Gaming Editor Louis Wright reports on the crowd skirmishes that overshadowed the local FA Cup derby between Wolverhampton Wanderers and West Bromwich Albion
Local derby games have always had an intensity to their atmosphere, but no other rivalry in football seems to have the consistently vitriolic outcomes that Wolverhampton Wanderers (Wolves) and West Bromwich Albion (West Brom) have when the teams clash. The 4th round FA Cup match on 28/01/24 is no different from this troubled history, seeing as the first match between the sides in 3 years descended into brawls between fans in the crowd at the Hawthorn stadium.

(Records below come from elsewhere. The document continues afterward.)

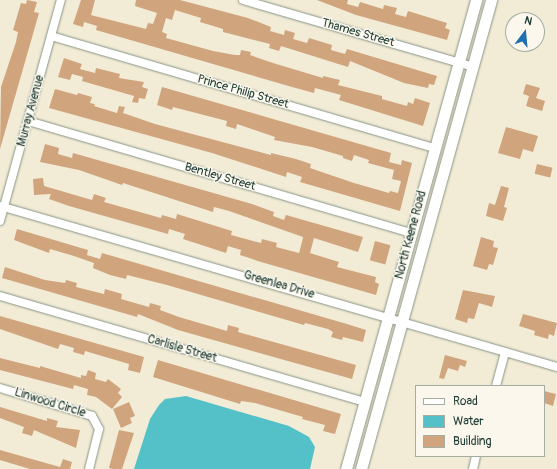 <!DOCTYPE html>
<html>
<head>
<meta charset="utf-8">
<style>
  body { margin:0 }
  #map { position:relative; width:557px; height:469px; overflow:hidden; background:#f2ecd6; font-family:Pangolin,sans-serif }
  div>[style] { position:absolute }
  .water>* { inset:0; background:#54c1c9 }
  .building>* { inset:0; background:#d0a57e; transform-origin:0 0 }
  .roads { filter:drop-shadow(0 0 1px #889485) drop-shadow(0 0 1px #889485) }
  .street>* { height:8px; margin:-4px; padding:0 4px; transform-origin:4px; border-radius:4px; background:#fff }
  .secondary>* { height:11px; margin:-5.5px; padding:0 5.5px; transform-origin:5.5px; border-radius:5.5px; background:#fff }
  span { translate:-50% -50%; white-space:nowrap; text-align:center; line-height:1.15; -webkit-text-stroke:3px #fbf7ec; paint-order:stroke }
  .street-label { font-size:12px; color:#1f3d34 }
  .legend { position:absolute; left:415px; top:385px; width:130px; height:72px; box-sizing:border-box; background:#fbf7ec; border:1px solid #a3ada2; margin:0; padding:5px 7px; list-style:none; font-size:12px; color:#1f3d34 }
  .legend li { display:flex; align-items:center; gap:8px; height:20px }
  .legend b { width:20px; border:1px solid #a3ada2 }
  .north { position:absolute; left:505px; top:12px; width:40px; height:40px; box-sizing:border-box; background:#fbf7ec; border:1px solid #a3ada2; border-radius:50%; rotate:16deg; font-size:11px; font-weight:700; line-height:16px; text-align:center; color:#1f3d34 }
  .north::after { content:''; display:block; margin:auto; width:14px; height:18px; background:#1f6fb2; clip-path:polygon(50% 0,100% 100%,50% 72%,0 100%) }
</style>
</head>
<body>
<div id="map">
  <div class="water">
    <i style="clip-path:polygon(186px 396px,289px 426px,309px 437px,315px 447px,310px 469px,134px 469px,150px 419px,159px 405px,165px 399px)"></i>
  </div>
  <div class="building">
    <i style="clip-path:polygon(27px 0,37px 2px,34px 12px,39px 13px,0 149px,1px 87px,16px 42px,18px 32px,13px 30px,21px 3px,26px 4px)"></i>
    <i style="clip-path:polygon(81px 0,95px 0,91px 15px,146px 29px,148px 23px,153px 24px,157px 13px,135px 6px,136px 0,180px 0,248px 18px,271px 27px,270px 31px,284px 35px,285px 30px,295px 33px,293px 39px,307px 43px,309px 38px,332px 45px,331px 50px,345px 54px,347px 49px,437px 76px,434px 85px,429px 84px,428px 88px,404px 83px,350px 61px,348px 67px,281px 46px,279px 51px,269px 48px,270px 44px,223px 32px,223px 29px,200px 22px,201px 18px,175px 10px,172px 20px,166px 18px,162px 32px,167px 34px,166px 38px,213px 51px,235px 55px,240px 55px,241px 50px,251px 52px,250px 55px,273px 63px,323px 78px,323px 76px,340px 80px,338px 85px,382px 96px,382px 99px,407px 106px,408px 102px,413px 104px,415px 98px,430px 103px,423px 126px,339px 100px,341px 95px,315px 88px,314px 93px,292px 87px,96px 30px,97px 26px,84px 22px,83px 27px,73px 24px)"></i>
    <i style="clip-path:polygon(317px 0,348px 0,347px 4px,358px 7px,360px 2px,383px 9px,384px 5px,397px 8px,395px 14px,406px 17px,408px 11px,447px 23px,445px 28px,450px 30px,447px 40px,356px 15px)"></i>
    <i style="clip-path:polygon(64px 58px,82px 64px,80px 69px,95px 73px,96px 68px,120px 74px,119px 78px,144px 82px,142px 87px,148px 89px,145px 99px,139px 98px,138px 103px,132px 102px,134px 96px,82px 81px,83px 77px,72px 74px,70px 80px,58px 77px)"></i>
    <i style="clip-path:polygon(526px 84px,540px 88px,536px 98px,545px 101px,542px 111px,526px 106px,529px 96px,523px 94px)"></i>
    <i style="clip-path:polygon(162px 87px,391px 153px,389px 162px,401px 165px,402px 160px,412px 163px,400px 211px,300px 182px,302px 177px,287px 172px,286px 177px,212px 153px,49px 108px,55px 89px,77px 95px,78px 93px,92px 97px,90px 103px,95px 104px,94px 106px,117px 113px,119px 106px,125px 107px,123px 113px,155px 124px,271px 155px,271px 153px,296px 159px,311px 164px,310px 168px,354px 183px,389px 193px,390px 191px,398px 193px,401px 181px,392px 179px,394px 170px,368px 163px,369px 160px,354px 155px,352px 161px,343px 158px,343px 156px,312px 147px,274px 140px,275px 137px,237px 124px,236px 129px,226px 126px,227px 121px,173px 107px,172px 110px,157px 105px)"></i>
    <i style="clip-path:polygon(506px 127px,538px 136px,533px 152px,523px 149px,520px 159px,498px 153px)"></i>
    <i style="clip-path:polygon(45px 144px,59px 148px,58px 154px,72px 158px,73px 153px,252px 204px,274px 212px,273px 216px,284px 220px,286px 215px,363px 237px,358px 252px,314px 238px,310px 253px,339px 262px,337px 267px,376px 277px,375px 282px,379px 284px,376px 295px,261px 262px,240px 255px,241px 250px,228px 246px,226px 253px,183px 239px,185px 234px,169px 229px,168px 234px,69px 206px,49px 199px,51px 194px,34px 195px,33px 179px,43px 178px,44px 186px,92px 200px,94px 194px,106px 198px,104px 202px,161px 218px,162px 215px,176px 219px,177px 214px,232px 231px,231px 235px,261px 243px,262px 239px,277px 243px,276px 247px,299px 253px,302px 242px,303px 237px,229px 211px,214px 207px,213px 212px,123px 183px,122px 185px,79px 170px,40px 162px)"></i>
    <i style="left:537px;top:164px;width:16px;height:10px;rotate:14deg"></i>
    <i style="clip-path:polygon(501px 186px,509px 188px,504px 207px,507px 208px,503px 221px,486px 216px,489px 203px,495px 205px)"></i>
    <i style="clip-path:polygon(17px 229px,88px 250px,87px 255px,100px 259px,102px 253px,347px 324px,366px 330px,363px 342px,343px 337px,342px 340px,331px 337px,333px 332px,328px 329px,305px 323px,304px 325px,167px 285px,127px 275px,126px 279px,110px 275px,93px 268px,94px 263px,74px 256px,50px 249px,49px 253px,14px 240px)"></i>
    <i style="clip-path:polygon(481px 237px,494px 241px,493px 247px,498px 248px,493px 265px,489px 264px,487px 270px,473px 266px)"></i>
    <i style="left:375px;top:241px;width:16px;height:20px;rotate:15deg"></i>
    <i style="clip-path:polygon(5px 267px,45px 280px,65px 283px,66px 280px,77px 283px,76px 287px,104px 294px,105px 289px,122px 294px,121px 299px,149px 307px,150px 303px,161px 306px,160px 310px,179px 317px,227px 331px,228px 325px,239px 328px,238px 332px,356px 365px,352px 379px,178px 330px,138px 314px,137px 317px,2px 278px)"></i>
    <i style="clip-path:polygon(463px 290px,495px 296px,492px 307px,479px 303px,474px 319px,468px 318px,467px 323px,455px 319px)"></i>
    <i style="clip-path:polygon(523px 314px,557px 323px,554px 336px,549px 334px,548px 339px,534px 335px,535px 331px,519px 326px)"></i>
    <i style="clip-path:polygon(0 316px,144px 357px,140px 373px,128px 370px,129px 364px,85px 351px,84px 355px,73px 352px,74px 348px,60px 344px,58px 349px,0 329px)"></i>
    <i style="clip-path:polygon(445px 355px,467px 361px,465px 367px,460px 365px,458px 371px,448px 368px,444px 379px,439px 378px)"></i>
    <i style="clip-path:polygon(0 358px,40px 368px,40px 366px,81px 378px,81px 375px,86px 376px,88px 370px,96px 373px,95px 379px,106px 382px,108px 379px,121px 389px,118px 393px,122px 397px,112px 409px,96px 397px,87px 395px,88px 389px,74px 385px,73px 389px,0 370px)"></i>
    <i style="clip-path:polygon(158px 360px,341px 414px,335px 434px,323px 431px,325px 425px,302px 419px,303px 417px,255px 403px,241px 401px,240px 404px,153px 377px)"></i>
    <i style="clip-path:polygon(544px 391px,556px 394px,553px 406px,544px 403px)"></i>
    <i style="clip-path:polygon(129px 402px,135px 416px,130px 418px,132px 423px,121px 428px,113px 409px)"></i>
    <i style="clip-path:polygon(0 407px,47px 421px,47px 418px,58px 421px,56px 427px,80px 430px,76px 448px,34px 430px,32px 436px,22px 433px,24px 427px,0 418px)"></i>
    <i style="clip-path:polygon(119px 430px,134px 433px,122px 469px,113px 469px,109px 468px)"></i>
    <i style="clip-path:polygon(0 450px,60px 467px,63px 459px,72px 462px,70px 469px,30px 469px,0 460px)"></i>
  </div>
  <div class="roads">
    <div class="street">
      <i style="left:243px;top:0;width:240px;rotate:16.2deg"></i>
      <i style="left:51px;top:36px;width:400px;rotate:16.3deg"></i>
      <i style="left:28px;top:121px;width:400px;rotate:16.3deg"></i>
      <i style="left:0;top:206px;width:580px;rotate:16.12deg"></i>
      <i style="left:0;top:221px;width:229px;rotate:-74.6deg"></i>
      <i style="left:0;top:296px;width:380px;rotate:16.2deg"></i>
      <i style="left:496px;top:386px;width:35px;rotate:-75deg"></i>
      <i style="left:0;top:388px;width:96px;rotate:16.9deg"></i>
      <i style="left:92px;top:416px;width:15px;rotate:62deg"></i>
      <i style="left:99px;top:429px;width:41px;rotate:104deg"></i>
      <i style="left:473px;top:469px;width:13px;rotate:-77deg"></i>
    </div>
    <div class="secondary">
      <i style="left:346px;top:469px;width:487px;rotate:-74.5deg"></i>
      <i style="left:361px;top:469px;width:487px;rotate:-74.5deg"></i>
    </div>
  </div>
  <div class="street-label">
    <span style="left:358px;top:33px;rotate:16deg">Thames Street</span>
    <span style="left:243px;top:92px;rotate:16deg">Prince Philip Street</span>
    <span style="left:31px;top:111px;rotate:-75deg">Murray Avenue</span>
    <span style="left:220px;top:177px;rotate:16deg">Bentley Street</span>
    <span style="left:411px;top:235px;rotate:-75deg">North Keene Road</span>
    <span style="left:279px;top:285px;rotate:16deg">Greenlea Drive</span>
    <span style="left:182px;top:349px;rotate:16deg">Carlisle Street</span>
    <span style="left:50px;top:403px;rotate:17deg">Linwood Circle</span>
  </div>
  <ul class="legend">
  <li><b style="height:5px;background:#fff"></b>Road</li>
  <li><b style="height:11px;background:#54c1c9"></b>Water</li>
  <li><b style="height:11px;background:#d0a57e"></b>Building</li>
  </ul>
  <div class="north">N</div>
</div>
</body>
</html>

Clashes between fans began around the ’79-minute mark when Wolves player Matheus Cunha scored the team’s second goal of the match. Before West Brom could kick off and resume play, a fight began at the Birmingham Road stand of the stadium, near the pitch. Match reporters claimed that there were Wolves fans present in the stand, therefore causing unrest with the West Brom supporters due to the long history of rivalry between the clubs.

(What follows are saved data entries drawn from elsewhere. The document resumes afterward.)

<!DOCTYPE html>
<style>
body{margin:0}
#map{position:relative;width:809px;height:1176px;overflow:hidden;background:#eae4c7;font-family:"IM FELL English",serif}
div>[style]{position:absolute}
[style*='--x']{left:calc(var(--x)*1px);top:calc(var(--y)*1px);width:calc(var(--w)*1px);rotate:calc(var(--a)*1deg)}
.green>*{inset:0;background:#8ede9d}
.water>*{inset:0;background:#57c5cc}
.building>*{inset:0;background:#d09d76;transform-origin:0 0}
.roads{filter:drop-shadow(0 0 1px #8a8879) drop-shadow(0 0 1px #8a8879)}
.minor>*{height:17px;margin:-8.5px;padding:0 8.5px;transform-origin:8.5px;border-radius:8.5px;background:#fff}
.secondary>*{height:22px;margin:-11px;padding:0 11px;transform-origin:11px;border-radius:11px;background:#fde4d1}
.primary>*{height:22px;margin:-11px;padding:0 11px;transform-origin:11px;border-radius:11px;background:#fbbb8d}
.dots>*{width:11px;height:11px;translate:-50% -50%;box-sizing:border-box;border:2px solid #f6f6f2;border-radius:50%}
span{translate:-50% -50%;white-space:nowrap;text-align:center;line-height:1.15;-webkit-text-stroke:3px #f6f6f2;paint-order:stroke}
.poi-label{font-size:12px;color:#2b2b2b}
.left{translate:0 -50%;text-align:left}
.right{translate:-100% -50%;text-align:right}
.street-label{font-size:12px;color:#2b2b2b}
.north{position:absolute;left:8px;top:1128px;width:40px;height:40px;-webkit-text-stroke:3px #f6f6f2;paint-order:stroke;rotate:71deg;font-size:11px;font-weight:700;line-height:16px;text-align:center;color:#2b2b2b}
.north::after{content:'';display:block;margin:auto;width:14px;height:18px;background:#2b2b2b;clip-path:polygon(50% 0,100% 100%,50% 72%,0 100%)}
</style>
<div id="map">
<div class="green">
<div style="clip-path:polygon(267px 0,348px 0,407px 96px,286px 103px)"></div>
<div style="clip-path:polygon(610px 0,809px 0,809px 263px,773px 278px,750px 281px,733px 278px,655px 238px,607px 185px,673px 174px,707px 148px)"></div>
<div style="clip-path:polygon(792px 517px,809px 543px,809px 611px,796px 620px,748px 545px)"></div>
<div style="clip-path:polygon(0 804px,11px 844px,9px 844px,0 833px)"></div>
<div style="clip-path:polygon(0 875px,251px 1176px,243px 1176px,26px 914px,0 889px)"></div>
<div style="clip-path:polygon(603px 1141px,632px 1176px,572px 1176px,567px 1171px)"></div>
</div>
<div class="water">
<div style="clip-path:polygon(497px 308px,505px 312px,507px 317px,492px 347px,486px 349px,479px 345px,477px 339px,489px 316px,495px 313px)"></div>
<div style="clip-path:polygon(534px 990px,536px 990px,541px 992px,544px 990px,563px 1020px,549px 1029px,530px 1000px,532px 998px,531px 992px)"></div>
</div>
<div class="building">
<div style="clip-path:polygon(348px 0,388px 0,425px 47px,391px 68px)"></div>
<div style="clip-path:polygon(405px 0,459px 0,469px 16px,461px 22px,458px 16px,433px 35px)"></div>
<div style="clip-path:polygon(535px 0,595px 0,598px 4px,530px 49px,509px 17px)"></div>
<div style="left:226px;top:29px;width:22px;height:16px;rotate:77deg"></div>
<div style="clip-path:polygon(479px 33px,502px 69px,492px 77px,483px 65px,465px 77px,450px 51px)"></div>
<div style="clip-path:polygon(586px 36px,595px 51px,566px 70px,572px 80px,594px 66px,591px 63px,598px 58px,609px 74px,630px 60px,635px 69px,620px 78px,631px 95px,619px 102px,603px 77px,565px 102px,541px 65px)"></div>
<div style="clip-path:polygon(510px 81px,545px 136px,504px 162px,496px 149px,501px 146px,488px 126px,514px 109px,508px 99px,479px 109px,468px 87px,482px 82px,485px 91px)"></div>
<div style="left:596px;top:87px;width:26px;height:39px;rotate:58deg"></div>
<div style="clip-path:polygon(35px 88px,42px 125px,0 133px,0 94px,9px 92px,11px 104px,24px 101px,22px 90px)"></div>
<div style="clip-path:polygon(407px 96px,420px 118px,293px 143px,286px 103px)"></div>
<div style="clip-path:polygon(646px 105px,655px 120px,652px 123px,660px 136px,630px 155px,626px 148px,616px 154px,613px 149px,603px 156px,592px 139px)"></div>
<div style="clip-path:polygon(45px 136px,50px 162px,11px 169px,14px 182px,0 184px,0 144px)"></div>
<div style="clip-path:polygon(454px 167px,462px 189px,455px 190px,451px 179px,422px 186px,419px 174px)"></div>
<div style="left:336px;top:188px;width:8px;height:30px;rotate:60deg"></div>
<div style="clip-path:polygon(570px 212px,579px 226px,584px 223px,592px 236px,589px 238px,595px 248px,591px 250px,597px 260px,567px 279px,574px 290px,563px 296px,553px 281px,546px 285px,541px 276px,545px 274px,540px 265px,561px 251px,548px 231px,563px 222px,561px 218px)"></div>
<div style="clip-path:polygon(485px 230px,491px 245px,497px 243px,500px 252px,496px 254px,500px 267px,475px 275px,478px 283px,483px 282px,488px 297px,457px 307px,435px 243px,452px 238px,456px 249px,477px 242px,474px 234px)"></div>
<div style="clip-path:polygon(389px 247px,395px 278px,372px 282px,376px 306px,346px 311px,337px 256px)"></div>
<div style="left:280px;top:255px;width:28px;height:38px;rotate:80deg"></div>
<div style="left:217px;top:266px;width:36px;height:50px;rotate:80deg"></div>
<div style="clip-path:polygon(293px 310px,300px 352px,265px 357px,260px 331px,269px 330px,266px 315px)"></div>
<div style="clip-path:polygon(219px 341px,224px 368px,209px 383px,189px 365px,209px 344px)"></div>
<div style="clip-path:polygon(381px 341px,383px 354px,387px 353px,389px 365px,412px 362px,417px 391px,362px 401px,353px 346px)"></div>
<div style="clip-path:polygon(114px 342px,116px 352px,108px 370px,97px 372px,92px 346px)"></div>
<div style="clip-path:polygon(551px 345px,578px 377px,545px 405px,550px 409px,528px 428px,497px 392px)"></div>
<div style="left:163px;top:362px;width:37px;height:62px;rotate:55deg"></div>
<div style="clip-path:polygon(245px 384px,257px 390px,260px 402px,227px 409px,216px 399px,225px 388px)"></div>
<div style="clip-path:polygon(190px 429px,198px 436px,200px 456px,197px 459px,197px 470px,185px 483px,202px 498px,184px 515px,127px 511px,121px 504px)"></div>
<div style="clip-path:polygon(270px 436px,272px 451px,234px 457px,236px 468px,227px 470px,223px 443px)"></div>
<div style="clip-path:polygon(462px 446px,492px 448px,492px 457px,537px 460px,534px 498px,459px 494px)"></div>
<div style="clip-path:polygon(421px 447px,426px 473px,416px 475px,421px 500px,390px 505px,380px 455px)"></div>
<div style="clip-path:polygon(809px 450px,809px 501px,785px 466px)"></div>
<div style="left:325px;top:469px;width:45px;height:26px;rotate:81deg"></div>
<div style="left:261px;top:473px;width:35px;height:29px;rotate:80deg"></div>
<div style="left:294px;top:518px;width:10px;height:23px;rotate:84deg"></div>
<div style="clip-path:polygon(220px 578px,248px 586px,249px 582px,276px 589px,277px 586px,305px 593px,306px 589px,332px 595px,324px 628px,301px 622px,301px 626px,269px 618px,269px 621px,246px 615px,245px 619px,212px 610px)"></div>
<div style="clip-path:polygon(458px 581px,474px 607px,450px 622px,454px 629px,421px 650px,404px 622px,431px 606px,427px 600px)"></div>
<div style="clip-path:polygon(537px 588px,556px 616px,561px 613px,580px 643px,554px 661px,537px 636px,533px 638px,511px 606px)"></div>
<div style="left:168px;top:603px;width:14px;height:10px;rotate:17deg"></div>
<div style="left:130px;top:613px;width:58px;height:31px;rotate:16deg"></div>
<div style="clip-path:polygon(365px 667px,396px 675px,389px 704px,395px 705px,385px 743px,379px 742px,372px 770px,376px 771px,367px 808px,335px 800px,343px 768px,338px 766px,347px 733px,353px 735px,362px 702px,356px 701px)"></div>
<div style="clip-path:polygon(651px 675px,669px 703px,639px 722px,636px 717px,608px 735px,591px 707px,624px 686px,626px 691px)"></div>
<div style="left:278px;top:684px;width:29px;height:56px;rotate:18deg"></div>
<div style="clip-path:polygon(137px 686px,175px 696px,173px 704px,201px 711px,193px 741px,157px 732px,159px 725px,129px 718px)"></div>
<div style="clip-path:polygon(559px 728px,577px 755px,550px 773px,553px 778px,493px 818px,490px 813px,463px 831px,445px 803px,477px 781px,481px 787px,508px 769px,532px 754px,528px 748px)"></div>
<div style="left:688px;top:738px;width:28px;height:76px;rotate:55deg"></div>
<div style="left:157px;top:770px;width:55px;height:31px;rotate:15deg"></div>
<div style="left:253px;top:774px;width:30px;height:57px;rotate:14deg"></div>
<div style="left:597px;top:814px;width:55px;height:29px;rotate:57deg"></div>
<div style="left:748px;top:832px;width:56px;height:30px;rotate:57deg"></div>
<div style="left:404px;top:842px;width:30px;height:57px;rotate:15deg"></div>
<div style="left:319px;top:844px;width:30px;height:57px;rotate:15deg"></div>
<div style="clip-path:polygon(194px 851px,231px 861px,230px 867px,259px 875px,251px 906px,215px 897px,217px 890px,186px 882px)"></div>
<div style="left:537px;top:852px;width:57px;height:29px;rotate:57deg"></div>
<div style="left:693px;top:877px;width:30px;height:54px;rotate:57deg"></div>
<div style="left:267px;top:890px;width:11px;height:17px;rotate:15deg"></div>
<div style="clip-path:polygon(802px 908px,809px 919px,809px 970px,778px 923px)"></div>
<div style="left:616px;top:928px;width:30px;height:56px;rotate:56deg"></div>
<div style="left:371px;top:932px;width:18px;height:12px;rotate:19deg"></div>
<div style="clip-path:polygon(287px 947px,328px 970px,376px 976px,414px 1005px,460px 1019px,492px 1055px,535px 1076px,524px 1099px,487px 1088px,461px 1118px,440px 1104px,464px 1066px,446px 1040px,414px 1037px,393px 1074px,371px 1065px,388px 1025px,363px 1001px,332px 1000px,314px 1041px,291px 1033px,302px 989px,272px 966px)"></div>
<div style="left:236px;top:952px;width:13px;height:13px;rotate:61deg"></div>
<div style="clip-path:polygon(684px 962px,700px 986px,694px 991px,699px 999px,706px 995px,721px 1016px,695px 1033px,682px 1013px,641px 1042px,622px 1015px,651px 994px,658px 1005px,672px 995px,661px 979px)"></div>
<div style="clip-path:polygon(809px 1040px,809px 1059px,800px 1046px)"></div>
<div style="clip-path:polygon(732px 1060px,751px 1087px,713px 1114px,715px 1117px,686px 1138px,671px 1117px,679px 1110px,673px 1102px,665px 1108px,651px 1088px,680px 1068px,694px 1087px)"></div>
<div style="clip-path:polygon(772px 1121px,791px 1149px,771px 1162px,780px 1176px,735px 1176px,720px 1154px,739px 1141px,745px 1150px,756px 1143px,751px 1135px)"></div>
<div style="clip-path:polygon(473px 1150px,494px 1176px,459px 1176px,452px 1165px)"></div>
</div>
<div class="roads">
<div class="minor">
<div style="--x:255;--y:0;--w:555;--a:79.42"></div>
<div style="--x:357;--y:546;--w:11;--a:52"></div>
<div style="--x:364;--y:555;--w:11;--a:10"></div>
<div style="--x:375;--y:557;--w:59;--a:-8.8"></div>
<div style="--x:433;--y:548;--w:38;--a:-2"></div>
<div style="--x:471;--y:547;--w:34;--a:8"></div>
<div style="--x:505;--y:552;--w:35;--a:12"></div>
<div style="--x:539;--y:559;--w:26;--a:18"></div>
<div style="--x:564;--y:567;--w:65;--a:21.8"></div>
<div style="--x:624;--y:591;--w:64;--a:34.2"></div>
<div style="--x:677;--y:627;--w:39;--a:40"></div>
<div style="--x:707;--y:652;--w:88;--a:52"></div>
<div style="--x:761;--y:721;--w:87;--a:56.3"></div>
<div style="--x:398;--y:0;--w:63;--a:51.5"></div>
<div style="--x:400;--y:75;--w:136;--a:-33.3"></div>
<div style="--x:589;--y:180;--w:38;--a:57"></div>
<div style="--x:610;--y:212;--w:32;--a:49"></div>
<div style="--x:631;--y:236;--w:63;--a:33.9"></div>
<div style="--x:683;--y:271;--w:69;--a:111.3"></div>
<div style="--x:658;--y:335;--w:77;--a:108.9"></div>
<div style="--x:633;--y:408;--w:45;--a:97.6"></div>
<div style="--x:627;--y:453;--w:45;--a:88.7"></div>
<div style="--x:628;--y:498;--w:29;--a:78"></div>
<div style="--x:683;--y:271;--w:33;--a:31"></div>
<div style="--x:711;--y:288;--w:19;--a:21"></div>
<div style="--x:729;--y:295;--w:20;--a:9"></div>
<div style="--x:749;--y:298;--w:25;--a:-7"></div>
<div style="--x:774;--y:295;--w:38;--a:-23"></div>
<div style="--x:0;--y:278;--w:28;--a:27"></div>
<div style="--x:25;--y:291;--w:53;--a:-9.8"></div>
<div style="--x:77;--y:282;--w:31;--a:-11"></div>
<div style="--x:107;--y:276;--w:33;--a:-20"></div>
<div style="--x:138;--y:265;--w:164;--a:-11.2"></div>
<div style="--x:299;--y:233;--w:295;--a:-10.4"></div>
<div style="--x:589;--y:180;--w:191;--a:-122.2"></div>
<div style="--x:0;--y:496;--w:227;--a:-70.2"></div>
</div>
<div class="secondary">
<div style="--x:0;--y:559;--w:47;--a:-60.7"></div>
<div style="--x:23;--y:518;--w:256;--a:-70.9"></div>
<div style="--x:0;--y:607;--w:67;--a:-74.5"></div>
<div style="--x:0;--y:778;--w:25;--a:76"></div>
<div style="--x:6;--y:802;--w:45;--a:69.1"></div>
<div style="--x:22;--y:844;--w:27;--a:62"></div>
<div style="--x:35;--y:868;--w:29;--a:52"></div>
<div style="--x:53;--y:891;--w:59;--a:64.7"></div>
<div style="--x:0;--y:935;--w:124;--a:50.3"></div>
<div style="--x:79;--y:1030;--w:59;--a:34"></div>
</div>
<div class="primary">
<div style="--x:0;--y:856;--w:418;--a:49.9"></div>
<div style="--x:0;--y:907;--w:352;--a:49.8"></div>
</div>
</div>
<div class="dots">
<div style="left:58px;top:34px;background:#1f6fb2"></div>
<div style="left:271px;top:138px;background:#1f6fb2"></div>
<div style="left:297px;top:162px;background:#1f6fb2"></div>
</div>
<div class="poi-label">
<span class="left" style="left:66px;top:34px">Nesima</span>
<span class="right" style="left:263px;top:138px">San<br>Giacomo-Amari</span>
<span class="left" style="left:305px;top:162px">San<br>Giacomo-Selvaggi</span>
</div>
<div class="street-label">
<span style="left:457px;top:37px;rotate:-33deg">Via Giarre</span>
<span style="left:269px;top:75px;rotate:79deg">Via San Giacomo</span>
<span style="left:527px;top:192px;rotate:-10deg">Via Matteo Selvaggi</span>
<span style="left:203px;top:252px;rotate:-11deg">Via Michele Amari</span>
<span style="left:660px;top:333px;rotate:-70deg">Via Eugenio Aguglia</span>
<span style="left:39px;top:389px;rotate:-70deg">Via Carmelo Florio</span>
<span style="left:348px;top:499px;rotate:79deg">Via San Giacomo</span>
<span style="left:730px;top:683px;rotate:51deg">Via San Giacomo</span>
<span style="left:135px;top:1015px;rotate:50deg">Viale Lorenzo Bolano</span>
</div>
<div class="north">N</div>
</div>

Play was officially halted by the referee when police attended the stand and had to remove fans from the crowd, including a child who was placed onto the pitch for protection. This is especially pertinent to the players, as their families (including children) were seated in the stand.
Alongside this, a second skirmish broke out at the Smethwick stand, requiring more police attention. Once again referring to the match reporters, police batons were used at both scenes and could not be broadcast due to the imagery, and all paramedics within the stadium were required on hand to treat injuries.
This resulted in all players from both sides leaving the pitch and the game being completely stopped until further notice as police attended the crowds to ensure no further outbreaks occurred. Players returned to the pitch 25 minutes later, with the match restarting. Kyle Bartley (West Brom) was substituted after being seen removing his children from the Birmingham Road stand.
Wolves and West Brom have an extensive history of ‘toxic rivalry’, with both being Black Country Sides. The fighting within the crowd in the most recent match between the two is reminiscent of the 1970s when this rivalry reached its most violent with crowds consistently bringing weapons to the games in order to incite violence post-match. Whether there is a consequence for either side for their fan’s behaviour is yet to be seen.
The final score after two minutes of added time was 2-0 to the away team Wolverhampton Wanderers.